▶ [Try it] All of the data that follows is to be written out exactly, with images excluded.

[Collected data entries]
Start of Block

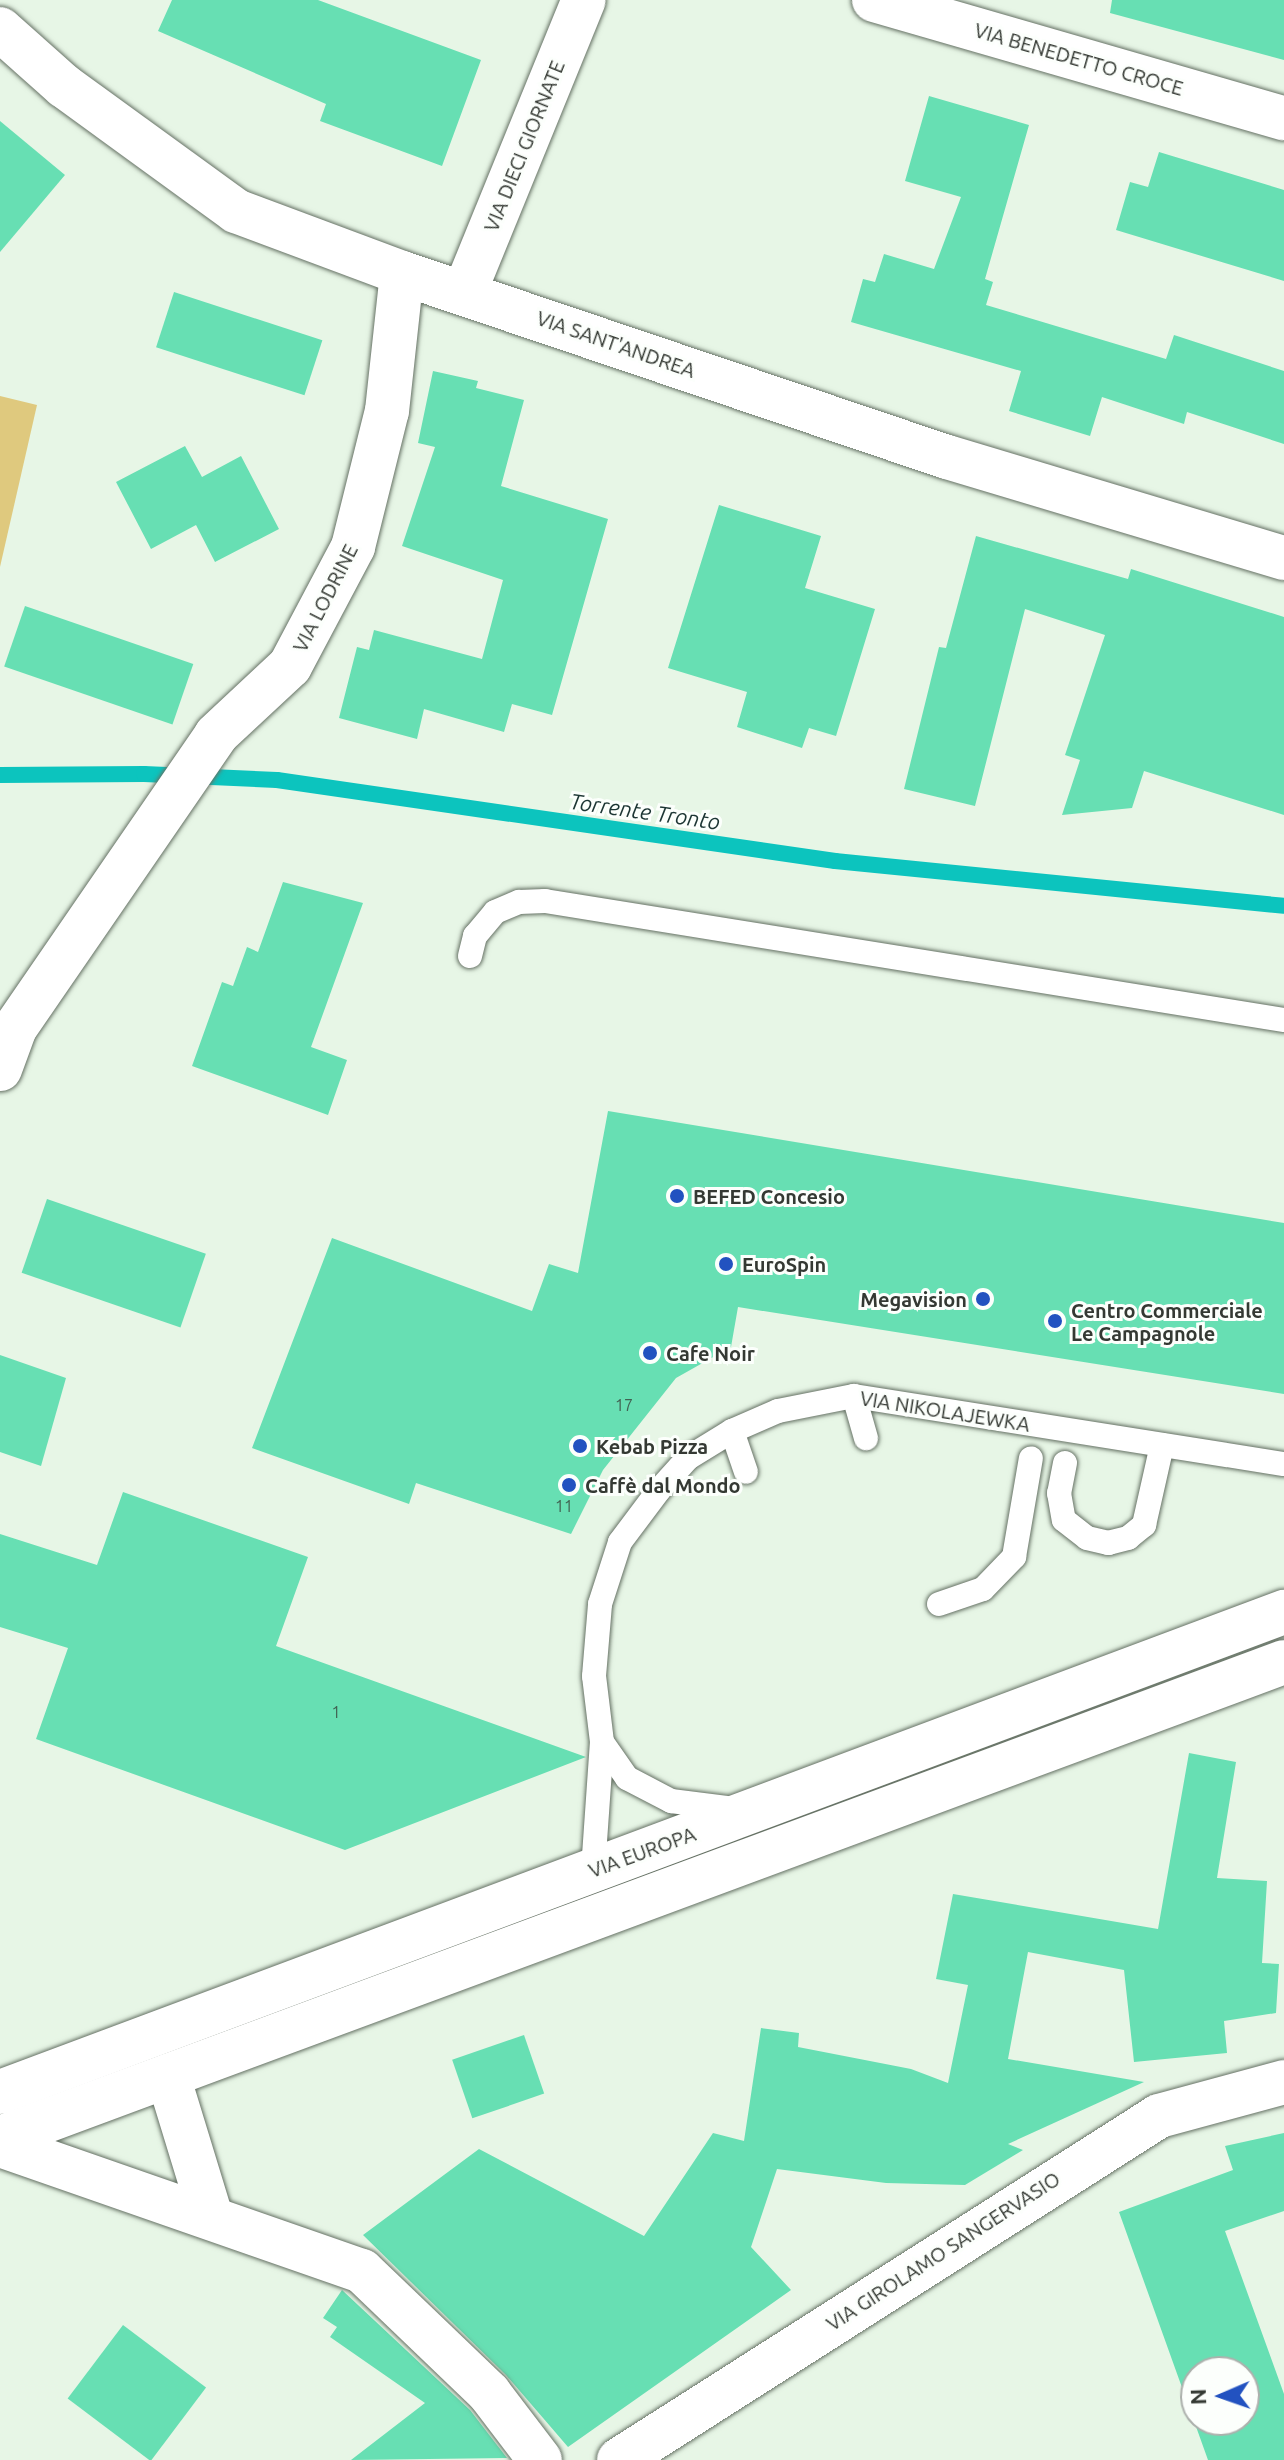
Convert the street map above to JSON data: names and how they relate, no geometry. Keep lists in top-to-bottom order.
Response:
{
  "streets": {
    "street": [
      "VIA BENEDETTO CROCE",
      "VIA DIECI GIORNATE",
      "VIA SANT'ANDREA",
      "VIA LODRINE",
      "VIA EUROPA",
      "VIA GIROLAMO SANGERVASIO"
    ],
    "lane": ["VIA NIKOLAJEWKA"]
  },
  "crossings": [
    ["VIA DIECI GIORNATE", "VIA SANT'ANDREA"],
    ["VIA SANT'ANDREA", "VIA LODRINE"],
    ["VIA NIKOLAJEWKA", "VIA EUROPA"]
  ],
  "water": ["Torrente Tronto"],
  "places": [
    "BEFED Concesio",
    "EuroSpin",
    "Megavision",
    "Centro Commerciale Le Campagnole",
    "Cafe Noir",
    "Kebab Pizza",
    "Caffè dal Mondo"
  ],
  "house_numbers": ["17", "11", "1"],
  "north": "left"
}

End of Block

▶ [Task output]
Convert the street map above to JSON data: names and how they relate, no geometry. Keep lists in top-to-bottom order.
Response:
{
  "streets": {
    "street": [
      "VIA BENEDETTO CROCE",
      "VIA DIECI GIORNATE",
      "VIA SANT'ANDREA",
      "VIA LODRINE",
      "VIA EUROPA",
      "VIA GIROLAMO SANGERVASIO"
    ],
    "lane": ["VIA NIKOLAJEWKA"]
  },
  "crossings": [
    ["VIA DIECI GIORNATE", "VIA SANT'ANDREA"],
    ["VIA SANT'ANDREA", "VIA LODRINE"],
    ["VIA NIKOLAJEWKA", "VIA EUROPA"]
  ],
  "water": ["Torrente Tronto"],
  "places": [
    "BEFED Concesio",
    "EuroSpin",
    "Megavision",
    "Centro Commerciale Le Campagnole",
    "Cafe Noir",
    "Kebab Pizza",
    "Caffè dal Mondo"
  ],
  "house_numbers": ["17", "11", "1"],
  "north": "left"
}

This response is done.